Exercise prompt
Which lines in the listing below contain the word "shadow"? Copy each one.

Data extract
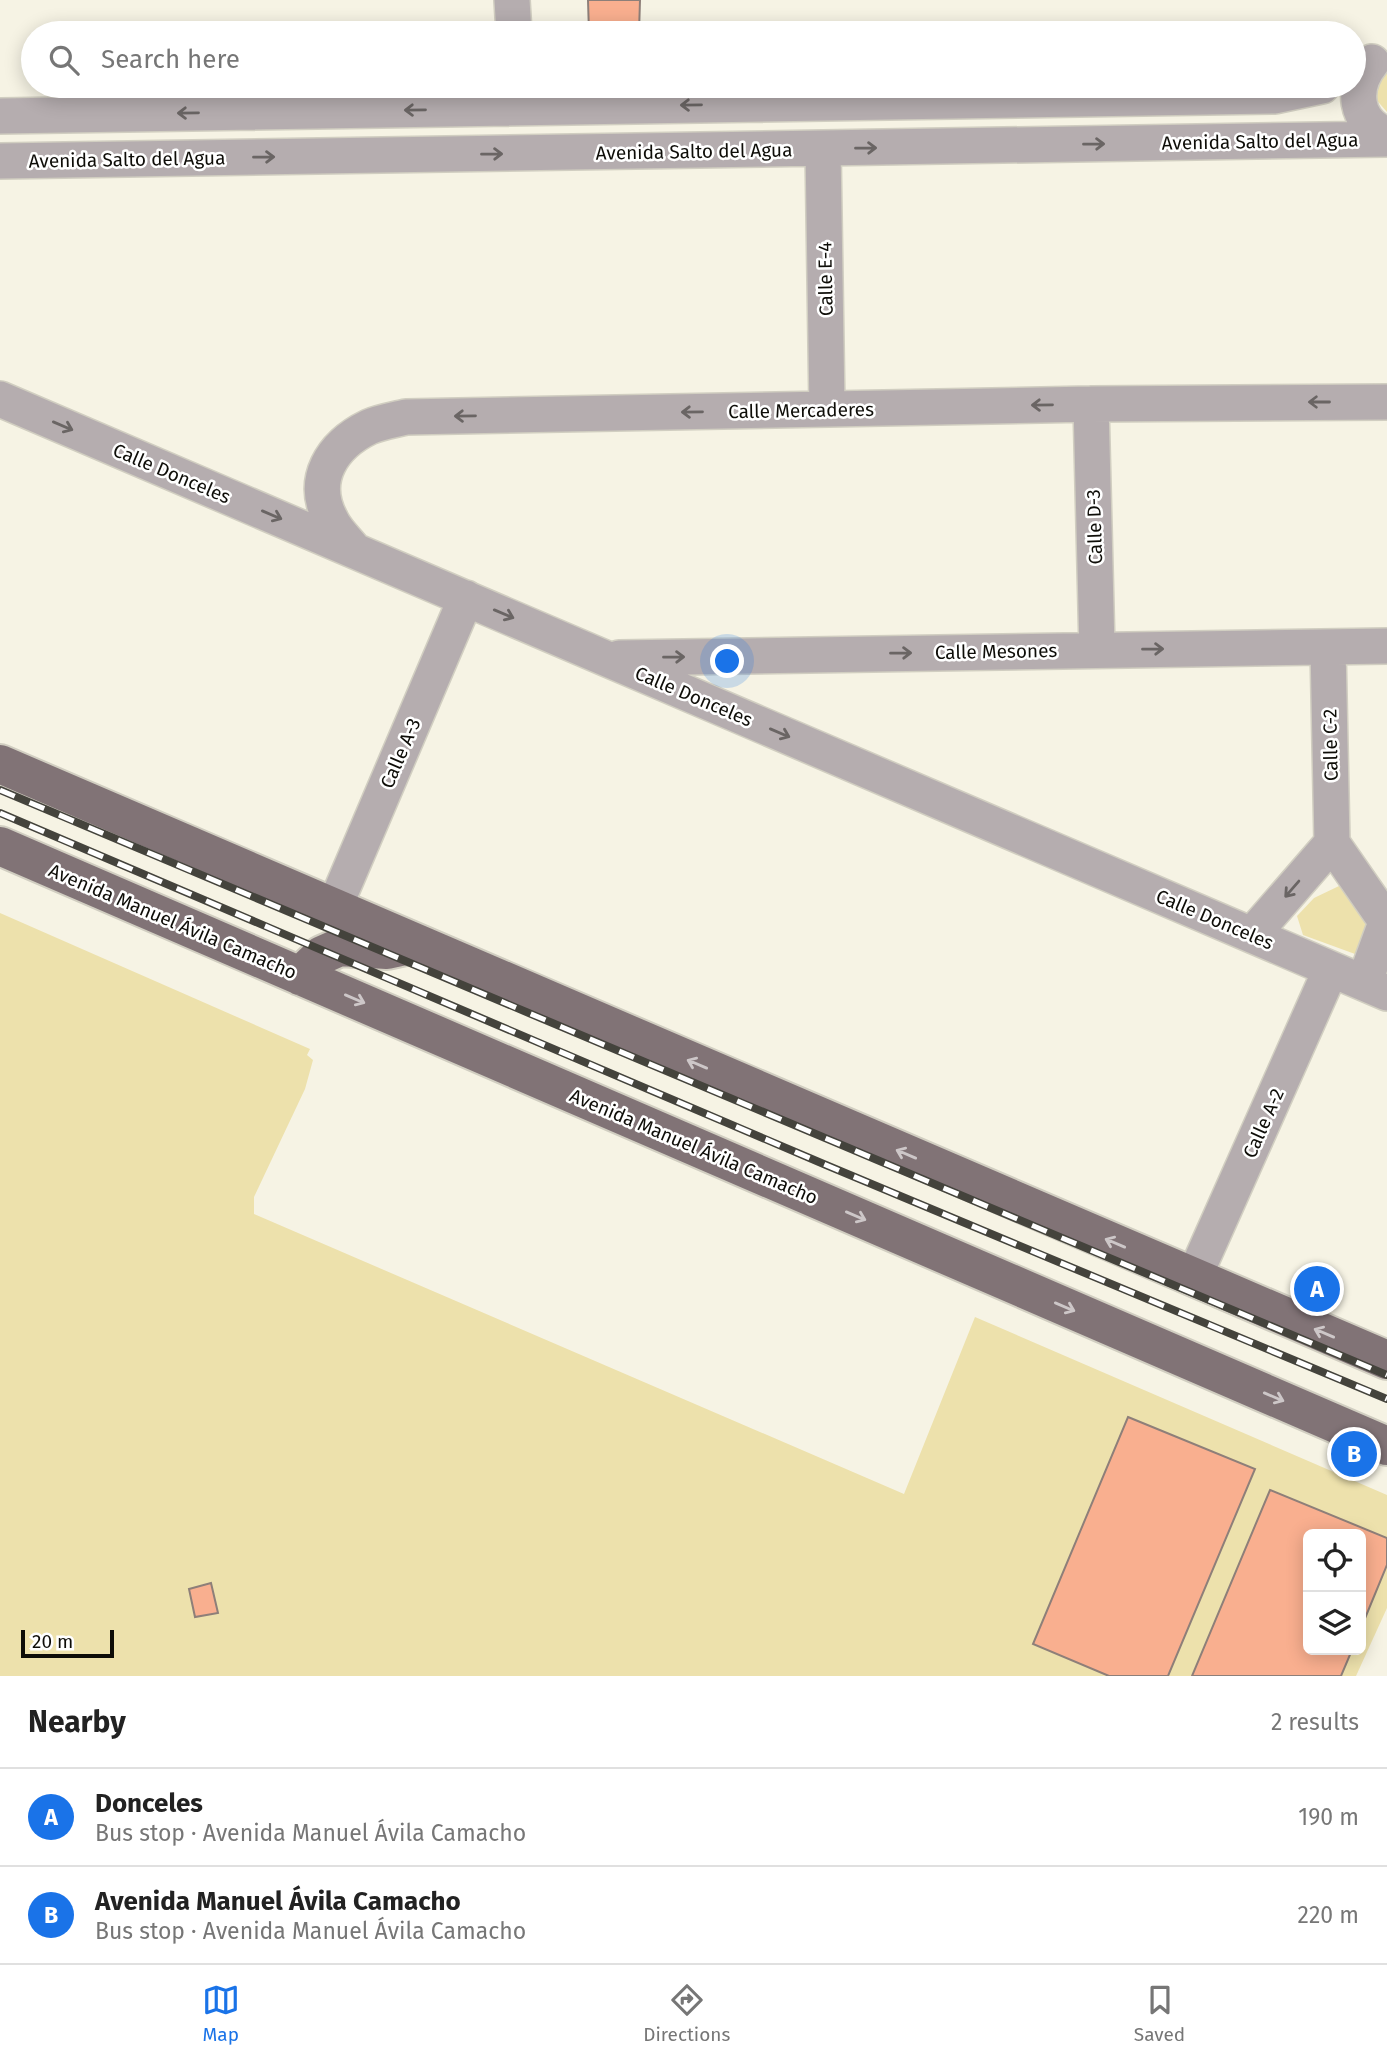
<!DOCTYPE html>
<meta charset="utf-8">
<style>
:root{--surface:#fff;--page:#f2f2f2;--text:#222;--muted:#767676;--line:#e0e0e0;--accent:#1a73e8}
body{margin:0;font-family:"Fira Sans",sans-serif;background:var(--page);color:var(--text)}
.controls{position:absolute;right:21px;bottom:21px;display:grid;overflow:hidden;border-radius:10px;box-shadow:0 4px 18px #0003}
.controls button{width:63px;height:63px;display:grid;place-items:center;padding:0;border:0;border-bottom:2px solid var(--line);background:var(--surface);color:var(--text);font:35px sans-serif}
.scale{position:absolute;left:21px;bottom:18px;width:93px;box-sizing:border-box;padding-left:7px;border:4px solid #0e0d08;border-top:0;font-size:19px;line-height:24px;white-space:nowrap;color:#0e0d08;-webkit-text-stroke:5px #fff;paint-order:stroke}
.you{position:absolute;left:728px;top:662px;width:24px;height:24px;margin:-18px;border:5px solid #fff;border-radius:50%;background:#1a73e8;box-shadow:0 0 0 10px #1a73e833}
.badge{display:grid;place-items:center;width:46px;height:46px;border-radius:50%;background:var(--accent);color:#fff;font-size:23px;font-weight:700}
.pin{position:absolute;translate:-50% -50%;border:4px solid #fff;box-shadow:0 2px 7px #0006}
.list{margin:0;padding:0;list-style:none}
h2{display:flex;justify-content:space-between;align-items:center;height:91px;margin:0;padding:0 28px;font-size:30px}
h2 small{font-size:23px;font-weight:400;color:var(--muted)}
.list li{display:grid;grid-template-columns:46px 1fr auto;gap:21px;align-items:center;box-sizing:border-box;height:98px;padding:0 28px;border-top:2px solid var(--line)}
.list b{display:block;font-size:26px;white-space:nowrap}
.list p{margin:0;font-size:23px;white-space:nowrap;color:var(--muted)}
.list em{font-size:23px;font-style:normal;color:var(--muted)}
.icon{flex:none;width:38px;height:38px;fill:none;stroke:currentColor;stroke-width:2;stroke-linecap:round;stroke-linejoin:round}
.map{position:relative;flex:none;width:1387px;height:1676px;overflow:hidden}
.search{position:absolute;background:var(--surface);box-shadow:0 4px 18px #0003;left:21px;right:21px;top:21px;height:77px;display:flex;align-items:center;gap:18px;box-sizing:border-box;padding:0 24px;border-radius:38px;color:var(--muted);font-size:26px}
.sheet{height:287px;background:var(--surface)}
nav{display:flex;justify-content:space-around;align-items:center;box-sizing:border-box;height:98px;border-top:2px solid var(--line);background:var(--surface);font-size:19px;color:var(--muted)}
nav a{display:grid;justify-items:center;gap:4px}
nav .on{color:var(--accent)}
.map>svg:first-child{display:block}
</style>
<div class="map">
<svg width="1387" height="1676" viewBox="0 0 1387 1676">
<rect width="100%" height="100%" fill="#f6f3e4"/>
<path fill="#ede1ac" fill-rule="evenodd" d="M1387 68V112L1373 96 1382 71Z
M1339 886 1353 903 1370 910 1368 949 1355 954 1303 935 1297 916 1314 898Z
M0 913 310 1049 307 1055 313 1060 305 1089 254 1197V1214L904 1494 975 1317 1387 1495V1608L1356 1676H0ZM1308 1534H1361V1650H1308Z"/>
<path fill="#f9af8f" stroke="#8e7f79" stroke-width="2" d="M588 0H640L639 33H589Z
M1128 1417 1255 1469 1168 1676H1109L1033 1644Z
M1270 1490 1387 1538V1565L1361 1628V1534H1308V1650H1352L1341 1676H1192Z
M211 1583 218 1613 195 1617 189 1589Z"/>
<g fill="none" stroke-linecap="round" stroke-linejoin="round">
<defs>
<path id="street" d="M512 0 514 33
M1372 62C1351 88 1354 122 1387 135
M0 116 1275 96 1322 86
M823 149 827 409
M0 161 1387 139
M0 399 1387 993
M1091 404 1097 649
M354 550C347 541 336 531 331 520 309 480 332 445 369 427 380 422 394 420 406 417L1091 404 1387 402
M1328 647 1332 843 1386 921
M619 658 1387 646
M334 908 466 598
M1252 935 1332 843
M1364 983 1387 920
M1194 1277 1331 969"/>
<path id="primary" d="M0 764 1387 1360
M0 846 1387 1446
M300 976 322 955 340 947 387 950 410 945"/>
</defs>
<use href="#street" stroke="#d1cec1" stroke-width="38"/>
<use href="#primary" stroke="#d1cec1" stroke-width="42"/>
<use href="#street" stroke="#b5adaf" stroke-width="35"/>
<use href="#primary" stroke="#817376" stroke-width="38"/>
<defs>
<path id="rail" d="M0 790 1387 1375
M0 813 826 1165 1387 1399"/>
</defs>
<use href="#rail" stroke="#44433c" stroke-width="8"/>
<use href="#rail" stroke="#fff" stroke-width="5" stroke-dasharray="16" stroke-linecap="butt"/>
</g>
<defs><path id="oneway-shaft" d="M-6 0H5M1.5-3L5.5 0L1.5 3" fill="none" stroke-width="1.6" stroke-linecap="round" stroke-linejoin="round" transform="scale(1.75)"/></defs>
<g stroke="#6a6564">
<use href="#oneway-shaft" transform="translate(691 105) rotate(179)"/>
<use href="#oneway-shaft" transform="translate(415 110) rotate(179)"/>
<use href="#oneway-shaft" transform="translate(188 113) rotate(179)"/>
<use href="#oneway-shaft" transform="translate(1094 144) rotate(-1)"/>
<use href="#oneway-shaft" transform="translate(866 148) rotate(-1)"/>
<use href="#oneway-shaft" transform="translate(492 154) rotate(-1)"/>
<use href="#oneway-shaft" transform="translate(264 157) rotate(-1)"/>
<use href="#oneway-shaft" transform="translate(1319 402) rotate(180)"/>
<use href="#oneway-shaft" transform="translate(1042 405) rotate(179)"/>
<use href="#oneway-shaft" transform="translate(692 412) rotate(179)"/>
<use href="#oneway-shaft" transform="translate(465 416) rotate(179)"/>
<use href="#oneway-shaft" transform="translate(63 426) rotate(23)"/>
<use href="#oneway-shaft" transform="translate(272 515) rotate(23)"/>
<use href="#oneway-shaft" transform="translate(504 614) rotate(23)"/>
<use href="#oneway-shaft" transform="translate(1153 649) rotate(-1)"/>
<use href="#oneway-shaft" transform="translate(901 653) rotate(-1)"/>
<use href="#oneway-shaft" transform="translate(674 657) rotate(-1)"/>
<use href="#oneway-shaft" transform="translate(780 733) rotate(23)"/>
<use href="#oneway-shaft" transform="translate(1292 889) rotate(131)"/>
</g>
<g stroke="#cdc7c8">
<use href="#oneway-shaft" transform="translate(355 999) rotate(23)"/>
<use href="#oneway-shaft" transform="translate(697 1064) rotate(-157)"/>
<use href="#oneway-shaft" transform="translate(906 1154) rotate(-157)"/>
<use href="#oneway-shaft" transform="translate(856 1216) rotate(23)"/>
<use href="#oneway-shaft" transform="translate(1115 1243) rotate(-157)"/>
<use href="#oneway-shaft" transform="translate(1065 1307) rotate(23)"/>
<use href="#oneway-shaft" transform="translate(1324 1333) rotate(-157)"/>
<use href="#oneway-shaft" transform="translate(1274 1397) rotate(23)"/>
</g>
<g text-anchor="middle" stroke-width="5" stroke-linejoin="round" paint-order="stroke">
<g font-size="19" fill="#0e0d08" stroke="#fff">
<text transform="translate(1260 141) rotate(-1)" y="7">Avenida Salto del Agua</text>
<text transform="translate(694 151) rotate(-1)" y="7">Avenida Salto del Agua</text>
<text transform="translate(127 159) rotate(-1)" y="7">Avenida Salto del Agua</text>
<text transform="translate(825 279) rotate(-91)" y="7">Calle E-4</text>
<text transform="translate(801 410) rotate(-1)" y="7">Calle Mercaderes</text>
<text transform="translate(172 473) rotate(23)" y="7">Calle Donceles</text>
<text transform="translate(1094 527) rotate(-92)" y="7">Calle D-3</text>
<text transform="translate(996 651) rotate(-1)" y="7">Calle Mesones</text>
<text transform="translate(694 696) rotate(23)" y="7">Calle Donceles</text>
<text transform="translate(1330 745) rotate(-91)" y="7">Calle C-2</text>
<text transform="translate(400 753) rotate(-67)" y="7">Calle A-3</text>
<text transform="translate(1215 919) rotate(23)" y="7">Calle Donceles</text>
<text transform="translate(173 921) rotate(23)" y="7">Avenida Manuel Ávila Camacho</text>
<text transform="translate(1263 1123) rotate(-66)" y="7">Calle A-2</text>
<text transform="translate(694 1146) rotate(23)" y="7">Avenida Manuel Ávila Camacho</text>
</g>
</g>
</svg>
<div class="controls">
<button><svg class="icon" aria-label="locate" viewBox="0 0 24 24"><circle cx="12" cy="12" r="6"/><path d="M12 2v4M12 18v4M2 12h4M18 12h4"/></svg></button>
<button><svg class="icon" aria-label="layers" viewBox="0 0 24 24"><path d="M12 4l9 5-9 5-9-5zM3 14l9 5 9-5"/></svg></button>
</div>
<div class="scale">20 m</div>
<div class="you"></div>
<div class="pin badge" style="left:1317px;top:1289px">A</div>
<div class="pin badge" style="left:1354px;top:1454px">B</div>
<div class="search"><svg class="icon" aria-label="search" viewBox="0 0 24 24"><circle cx="10" cy="10" r="6"/><path d="M15 15l6 6"/></svg>Search here</div>
</div>
<section class="sheet">
<h2>Nearby<small>2 results</small></h2>
<ul class="list">
<li><span class="badge">A</span><div><b>Donceles</b><p>Bus stop · Avenida Manuel Ávila Camacho</p></div><em>190 m</em></li>
<li><span class="badge">B</span><div><b>Avenida Manuel Ávila Camacho</b><p>Bus stop · Avenida Manuel Ávila Camacho</p></div><em>220 m</em></li>
</ul>
</section>
<nav>
<a class="on"><svg class="icon" aria-label="map" viewBox="0 0 24 24"><path d="M3 6l6-2 6 2 6-2v14l-6 2-6-2-6 2zM9 4v14M15 6v14"/></svg>Map</a>
<a><svg class="icon" aria-label="directions" viewBox="0 0 24 24"><path d="M12 3l9 9-9 9-9-9zM9 14v-3h6M13 9l2 2-2 2"/></svg>Directions</a>
<a><svg class="icon" aria-label="saved" viewBox="0 0 24 24"><path d="M7 4h10v16l-5-4-5 4z"/></svg>Saved</a>
</nav>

Output of the exercise
.controls{position:absolute;right:21px;bottom:21px;display:grid;overflow:hidden;border-radius:10px;box-shadow:0 4px 18px #0003}
.you{position:absolute;left:728px;top:662px;width:24px;height:24px;margin:-18px;border:5px solid #fff;border-radius:50%;background:#1a73e8;box-shadow:0 0 0 10px #1a73e833}
.pin{position:absolute;translate:-50% -50%;border:4px solid #fff;box-shadow:0 2px 7px #0006}
.search{position:absolute;background:var(--surface);box-shadow:0 4px 18px #0003;left:21px;right:21px;top:21px;height:77px;display:flex;align-items:center;gap:18px;box-sizing:border-box;padding:0 24px;border-radius:38px;color:var(--muted);font-size:26px}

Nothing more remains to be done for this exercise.